Inducers of microsomal liver enzymes (barbiturates, carbamazepine, phenytoin, nicotine, rifampicin and oral contraceptives) increase metabolism of amitriptyline, reduce its concentration in the blood and, thus, weaken the antidepressant effect.
Cimetidine, methylphenidate and blockers of "slow" calcium channels increase the concentration of amitriptyline in the blood plasma, which can be accompanied by increased toxicity.
Amitriptyline and neuroleptics mutually suppress each other's metabolism, which can lead to a decrease in the convulsive threshold and the development of seizures. When combined, it may be necessary to adjust the dosage of these drugs.
Avoid simultaneous use of amitriptyline, neuroleptics and hypnotics (droperidol). When joint admission should exercise extreme caution.
Sucralfate weakens absorption of amitriptyline and can weaken its antidepressant effect.
With the simultaneous use of valproic acid, the clearance of amitriptyline from the blood plasma decreases, which can lead to an increase in the concentration of amitriptyline and its metabolite, nortriptyline, which should be controlled concentrations of amitriptyline and nortriptyline in serum. You may need to reduce the dose of amitriptyline.

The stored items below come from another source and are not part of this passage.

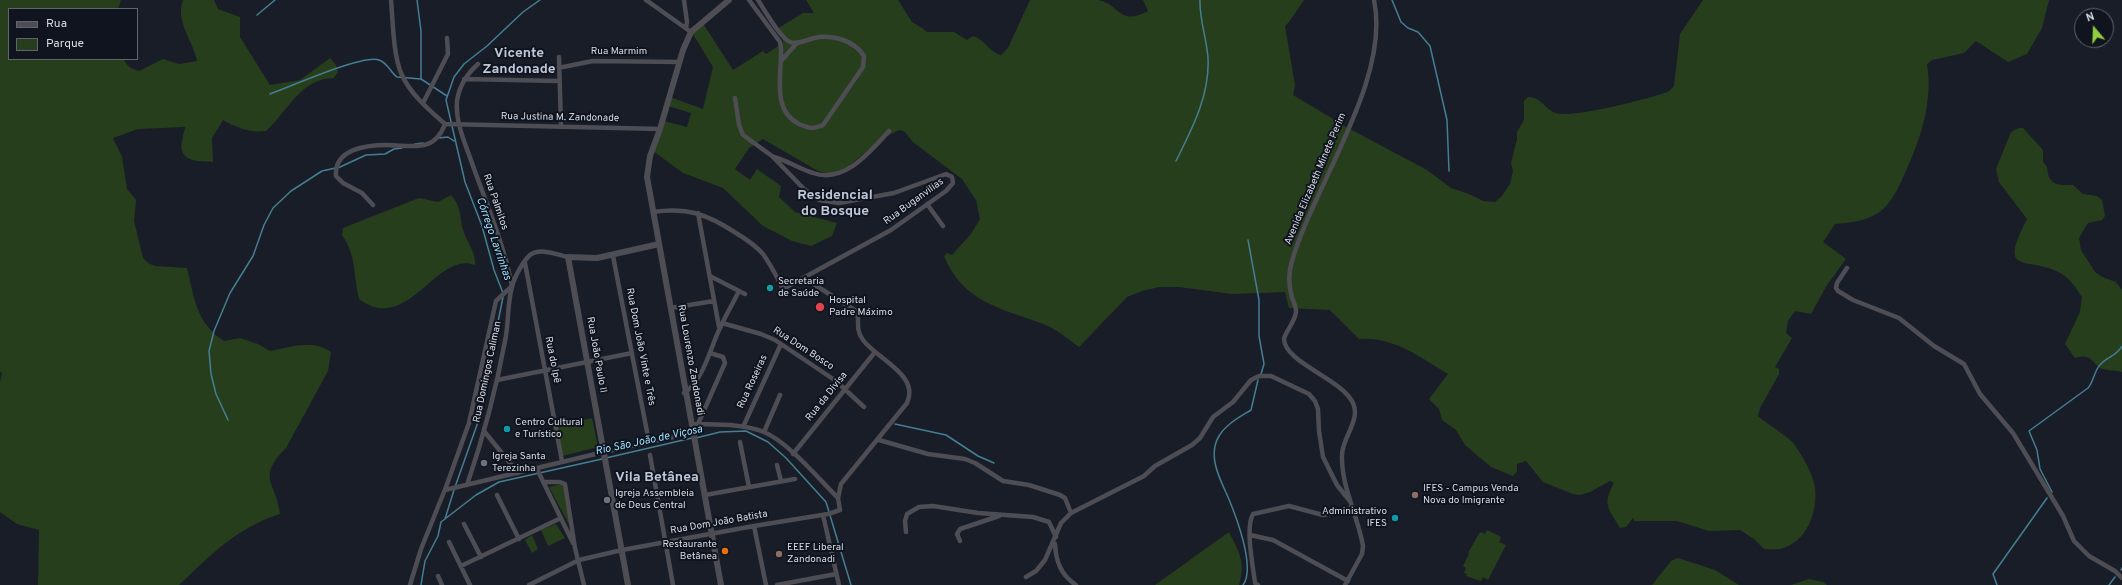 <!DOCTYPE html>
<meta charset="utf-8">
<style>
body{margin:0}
#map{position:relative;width:2122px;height:585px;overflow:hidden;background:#191d28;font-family:Overpass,sans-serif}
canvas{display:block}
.legend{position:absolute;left:8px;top:8px;width:130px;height:52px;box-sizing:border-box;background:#10141f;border:1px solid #60646d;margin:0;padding:5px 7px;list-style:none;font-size:12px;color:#d7dbe2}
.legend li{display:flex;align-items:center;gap:8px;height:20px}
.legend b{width:20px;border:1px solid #60646d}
.north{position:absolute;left:2074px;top:8px;width:40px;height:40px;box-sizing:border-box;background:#10141f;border:1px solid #60646d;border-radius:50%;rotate:341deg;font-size:11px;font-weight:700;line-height:16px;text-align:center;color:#d7dbe2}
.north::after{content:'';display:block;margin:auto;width:14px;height:18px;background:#91cd40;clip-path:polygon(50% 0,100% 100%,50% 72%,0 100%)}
</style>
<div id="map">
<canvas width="2122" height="585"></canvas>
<ul class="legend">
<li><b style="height:5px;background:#4e4d53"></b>Rua</li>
<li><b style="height:11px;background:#273e1d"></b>Parque</li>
</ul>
<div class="north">N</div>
</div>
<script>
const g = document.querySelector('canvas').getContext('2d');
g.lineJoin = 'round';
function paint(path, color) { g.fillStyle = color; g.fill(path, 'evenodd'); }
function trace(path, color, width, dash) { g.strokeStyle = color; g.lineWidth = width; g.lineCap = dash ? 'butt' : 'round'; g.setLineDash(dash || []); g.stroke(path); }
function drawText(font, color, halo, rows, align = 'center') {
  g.font = font + ' Overpass,sans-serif'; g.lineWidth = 4; g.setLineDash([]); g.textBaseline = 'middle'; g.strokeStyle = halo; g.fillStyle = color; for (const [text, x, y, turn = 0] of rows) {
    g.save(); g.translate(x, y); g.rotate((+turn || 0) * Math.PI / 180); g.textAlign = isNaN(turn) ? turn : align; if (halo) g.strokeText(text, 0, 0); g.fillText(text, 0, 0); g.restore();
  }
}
paint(new Path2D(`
 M0 0H121L118 9H9V59H124C126 66 132 69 139 71L163 59 179 64 197 61C193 40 175 22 183 0H214L218 9 240 17V37L270 85 300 80 330 58 336 65 338 72 334 78C301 78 288 111 266 131 250 133 237 128 223 120L212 138 213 162C203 161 185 163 182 150 180 144 184 134 185 127L138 129 113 138 122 157 127 189 136 200 134 221 143 258 148 263 155 266 187 268C194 297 196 323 224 341L240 338 258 344 270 351C289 347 313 339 331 352L328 371 286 448C256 478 276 481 280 514 236 528 211 555 179 585H38L39 530 17 524 0 512V382L2 373 0 372Z
 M806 0H898L912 22 922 28 927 32H954L967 40 973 36C984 39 990 53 1001 55L1008 48 1030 0C1051 0 1077 0 1098 0 1120 4 1119 27 1148 11L1143 0H1304L1289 22 1285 26 1295 85 1293 95 1348 128 1427 170 1451 188 1469 194 1483 201 1495 202 1502 196 1510 184 1513 171 1511 163 1517 139V132L1524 120V101L1528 97C1543 98 1544 109 1556 113 1572 119 1650 98 1668 92L1674 86 1680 34 1703 0H2049L2042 28 2027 54 2008 62 1976 41 1964 53 1932 60 1927 64C1933 101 1921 139 1905 173 1899 186 1892 204 1878 213 1866 221 1849 223 1835 224L1823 242 1846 259 1827 285 1811 314 1795 311 1788 321 1786 333 1792 338 1775 367 1779 369V374L1760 408 1758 416C1766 423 1790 438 1794 444 1803 457 1813 473 1815 488 1818 513 1806 543 1780 549 1775 550 1769 549 1764 549L1754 539 1740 530 1709 531 1677 521H1634L1633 518 1626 527 1620 528C1608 507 1602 505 1614 483L1610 481 1590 492 1580 495 1573 494 1543 482 1526 461 1517 464V471L1513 476 1491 467 1465 445 1456 430 1442 420 1439 409 1429 399 1448 374C1419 357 1395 337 1359 339L1330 310 1289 308 1285 292 1232 294 1179 287H1159L1142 291 1127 297 1079 347C1067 338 1056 329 1043 324 1000 308 963 302 944 256L947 253 952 255 971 234 980 219 976 200 962 179 913 142 904 131 899 130 884 138 847 167 831 174 818 171 763 139 749 148 735 169 750 180 757 169 781 186 779 197 795 212 837 223 832 236 811 246 792 241 763 226 723 188 683 173 653 151 664 121 687 127 691 113 668 106 670 97 703 109 713 67 691 31 702 22 733 70 763 51 766 54 783 43V40L778 33 780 27 803 13H814Z
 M2019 128H2023L2043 150V162C2048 167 2047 168 2048 174 2051 187 2064 185 2073 185L2083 194 2097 196 2102 200 2105 216 2102 220 2088 223 2079 238 2081 250 2095 272 2102 277 2116 282 2122 290V372C2116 370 2109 371 2103 369 2092 366 2094 352 2075 358L2065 344 2080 312 2082 297C2076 288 2071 280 2062 274 2029 254 1996 279 2027 219L1999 182 1996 169 2011 132Z
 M451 195C462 208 459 215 463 230 467 242 476 252 475 265 436 250 408 336 359 299 353 274 357 257 342 235L343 228 419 198 438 202Z
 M592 418 598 447 562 456 557 426Z
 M561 484 564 485 571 528 549 487Z
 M556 524 565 538 548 546 541 530Z
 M1487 530 1501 537 1499 542 1506 545 1488 580 1483 577 1481 581 1466 576 1467 574 1464 573 1466 568 1463 566 1469 554 1468 553 1480 532 1485 534Z
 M1229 532C1239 552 1246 562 1239 585H1155Z
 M532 535 538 549 532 553 525 540Z
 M1678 558 1715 570 1739 585H1652L1671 561Z
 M1809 579 1823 582 1827 585H1791Z`), '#273e1d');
trace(new Path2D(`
 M417 0 421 31V79
 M1392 0 1401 22 1408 28 1418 32 1430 46 1447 120 1449 171
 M257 15 275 0
 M270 94C290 87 363 54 379 60 388 63 390 72 397 77L421 79 447 96
 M438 138 448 137 454 141
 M415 144 423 143
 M1176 161C1192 129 1210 95 1208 58 1207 40 1199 18 1200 0
 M1248 240 1259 300V336L1264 364 1261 374
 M503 293 494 270 482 226 465 182 446 100 454 77 464 64 487 46 523 12 540 0
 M228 420 216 394 211 374 209 351 214 331 230 293 253 256 264 225 273 208 291 191 322 171 340 167 366 155 385 154 394 149 402 148
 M895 424 946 435 978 456 994 463
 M696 438 720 432 746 431 768 442 786 458 826 502 851 585
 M606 458 692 438
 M455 487 478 422 503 297
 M2052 492 2040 469 2037 450 2029 431 2088 388C2094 381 2094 371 2100 365 2106 357 2117 356 2122 346
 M445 519 454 490
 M2121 570 2122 568
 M421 585 425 561 438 536 441 522 476 495 499 482 602 459
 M1243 585C1256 568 1236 516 1228 497 1220 479 1207 456 1219 436 1226 424 1240 417 1251 410L1258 380
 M1997 585 1993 574 2047 498
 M2109 585 2115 577`), '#457e92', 1.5);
trace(new Path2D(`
 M391 0C393 22 393 53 401 73 410 94 429 110 445 124
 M646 0 691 32
 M684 0 687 22 686 28
 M749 0 780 42 781 48C782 74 771 110 799 124 808 128 813 130 823 125L863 67 864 56C854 40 832 34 814 38 807 40 798 45 790 42 780 38 764 9 758 0
 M559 57 561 127
 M781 61 797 43
 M558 68 593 61 680 62
 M464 79 559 81
 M423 103 448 54 447 38
 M445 124 660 129
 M774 157C788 161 800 169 813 173 844 184 870 152 889 131
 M927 204 943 226
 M373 205 362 193 343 183 336 176C334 149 366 145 387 145 411 145 434 154 445 124
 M653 212C687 207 707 214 736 233 746 239 756 246 763 254 771 265 777 277 783 289L891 230 946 191 953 183 952 177 946 174 894 193 839 203 819 200 804 189 772 156 743 135 739 125 735 98
 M698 213 719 327
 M613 256 649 442
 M525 263 562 461
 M1847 268 1837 283 1836 288 1838 291 1853 300 1899 318 1934 346 1964 364 1980 394 2013 433 2063 516 2074 541 2089 556 2115 571 2122 578
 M710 276 739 291
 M671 308 714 301
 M722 323 761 334 775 340 836 381 864 407
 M497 380 632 353
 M684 393C704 380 710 348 720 328 726 315 733 303 739 291L745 294
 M691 424C714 425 742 423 764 432 788 442 819 479 838 498
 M698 424 725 363 723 357 710 353
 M743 427 781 344
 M484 431 518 473
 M764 432 780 395
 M879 440 928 454 965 459 975 463 1003 481 1029 485 1060 495 1065 498 1071 513
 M740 442 749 487
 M793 454 875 352
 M650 455 673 585
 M777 465 781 481
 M537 469 573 543
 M543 482H560L565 484 575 548 584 585
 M467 485C483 438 496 390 505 341 509 323 507 304 512 287 514 278 523 261 530 255 540 247 558 255 568 257
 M445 490 604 452 692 433
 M497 495 519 539
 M705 495 795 479
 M823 515 839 585
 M464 524 481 557
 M754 526 766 585
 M906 532 905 521 907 514 919 507 933 506 978 513 1033 517 1049 522 1056 537
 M1250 535 1273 540 1348 581
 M960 541 957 534 960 529 999 516
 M449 542 470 585
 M1055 544C1056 562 1061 575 1076 585
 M461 566 561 518
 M438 576 442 585
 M1026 577 1036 571 1045 560 1061 523 1071 513 1144 476 1155 466 1192 445 1200 438 1213 417 1233 402 1251 380 1259 376H1271L1309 394 1315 401 1318 409 1319 431 1323 457 1337 485 1349 500
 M410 585 421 549 446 487 469 423 496 301 512 286C504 245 487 205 473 166 466 145 455 123 457 101 459 86 467 74 478 64
 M529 585 579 560 622 550 754 526 828 514 840 510 838 498 841 484 907 403C920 375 877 359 863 340 854 328 861 319 856 311L804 278
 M777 585 836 574
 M1258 585 1255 583C1253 566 1245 528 1253 514L1289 506 1323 515 1353 508
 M1345 585 1362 554 1363 546C1358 516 1341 487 1342 455 1342 438 1361 420 1353 403 1341 378 1285 363 1284 339 1286 330 1296 321 1296 311 1296 306 1293 301 1292 297 1288 284 1288 274 1292 261 1314 185 1391 79 1374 0`), '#4e4d53', 4.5);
trace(new Path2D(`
 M628 585 568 257 597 258 659 244
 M721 585 647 177 650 156 660 129 683 50 691 32 729 0`), '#4e4d53', 6);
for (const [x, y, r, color] of [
 [770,288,4,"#0f9aa8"],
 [820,307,5,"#e0444e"],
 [507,429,4,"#0f9aa8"],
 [484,463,4,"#6b7280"],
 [1415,495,4,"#8d6e63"],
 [607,500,4,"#6b7280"],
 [1395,518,4,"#0f9aa8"],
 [725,551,4,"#e8710a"],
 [779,554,4,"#8d6e63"]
]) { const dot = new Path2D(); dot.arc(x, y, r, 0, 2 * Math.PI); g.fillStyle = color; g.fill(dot); trace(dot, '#10141f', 1.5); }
drawText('10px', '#d7dbe2', '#10141f', [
 ["Rua Marmim",619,52],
 ["Rua Justina M. Zandonade",560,118,1],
 ["Avenida Elizabeth Minete Perim",1316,179,-67],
 ["Rua Palmitos",495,202,71],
 ["Rua Buganvilias",914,202,-36],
 ["Rua Dom João Vinte e Três",640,347,79],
 ["Rua Dom Bosco",803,349,33],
 ["Rua João Paulo II",596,355,80],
 ["Rua do Ipê",552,360,79],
 ["Rua Lourenzo Zandonadi",690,360,80],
 ["Rua Domingos Caliman",488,372,-78],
 ["Rua Roseiras",753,382,-65],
 ["Rua da Divisa",827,397,-51],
 ["Rua Dom João Batista",719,523,-10]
]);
drawText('10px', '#d7dbe2', '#10141f', [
 ["Secretaria",778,282],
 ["de Saúde",778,294],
 ["Hospital",829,301],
 ["Padre Máximo",829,313],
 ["Centro Cultural",515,423],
 ["e Turístico",515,435],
 ["Igreja Santa",492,457],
 ["Terezinha",492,469],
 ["IFES - Campus Venda",1423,489],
 ["Nova do Imigrante",1423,501],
 ["Igreja Assembleia",615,494],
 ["de Deus Central",615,506],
 ["Administrativo",1387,512,"right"],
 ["IFES",1387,524,"right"],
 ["Restaurante",717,545,"right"],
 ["Betânea",717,557,"right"],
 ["EEEF Liberal",787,548],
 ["Zandonadi",787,560]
], 'left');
drawText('italic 11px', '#9edffc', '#10141f', [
 ["Córrego Lavrinhas",493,239,71],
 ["Rio São João de Viçosa",649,441,-12]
]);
drawText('bold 14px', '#c0c7d6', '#10141f', [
 ["Vicente",519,54],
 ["Zandonade",519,70],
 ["Residencial",835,196],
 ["do Bosque",835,212],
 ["Vila Betânea",657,478]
]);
</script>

In the appointment of amitriptyline to patients receiving phenytoin, the concentration of the latter in the blood plasma should be monitored because of the increased risk of inhibition of its metabolism and, as a consequence, increased toxic effects (ataxia, hyperreflexia, nystagmus, tremor). At the same time, the therapeutic effect of amitriptyline should be monitored, since an increase in its dose may be required.
Drug preparations of St. John's wort reduce AUC0-12 hours and maximum concentration of amitriptyline in the blood plasma by about 20% due to activation hepatic metabolism of amitriptyline with isoenzyme CYP3A4. This combination can be used in clinical practice provided that the dose adjustment of amitriptyline depending on the results of measuring its concentration in the blood plasma.
With the simultaneous use of amitriptyline and anticoagulants (coumarin derivatives), it is possible to increase the anticoagulant activity of the latter.
Fluoxetine and fluvoxamine increase the concentration of amitriptyline in plasma (may require a decrease in the dose of amitriptyline by 50%).
Simultaneous use of amitriptyline with disulfiram and other acetal dehydrogenase inhibitors can provoke delirium.
Estrogen-containing oral contraceptive medications can increase the bioavailability of amitriptyline.
The use of cocaine while taking amitriptyline increases the risk of heart arrhythmia.
Amitriptyline may increase depression caused by glucocorticosteroids. Drugs for the treatment of thyrotoxicosis increase the risk of agranulocytosis.
When used simultaneously with thyroid hormones - the mutual enhancement of the therapeutic effect and toxic effects (cardiac arrhythmias and a stimulating effect on the central nervous system).
When used simultaneously with other hematotoxic drugs, it is possible to increase hematotoxicity.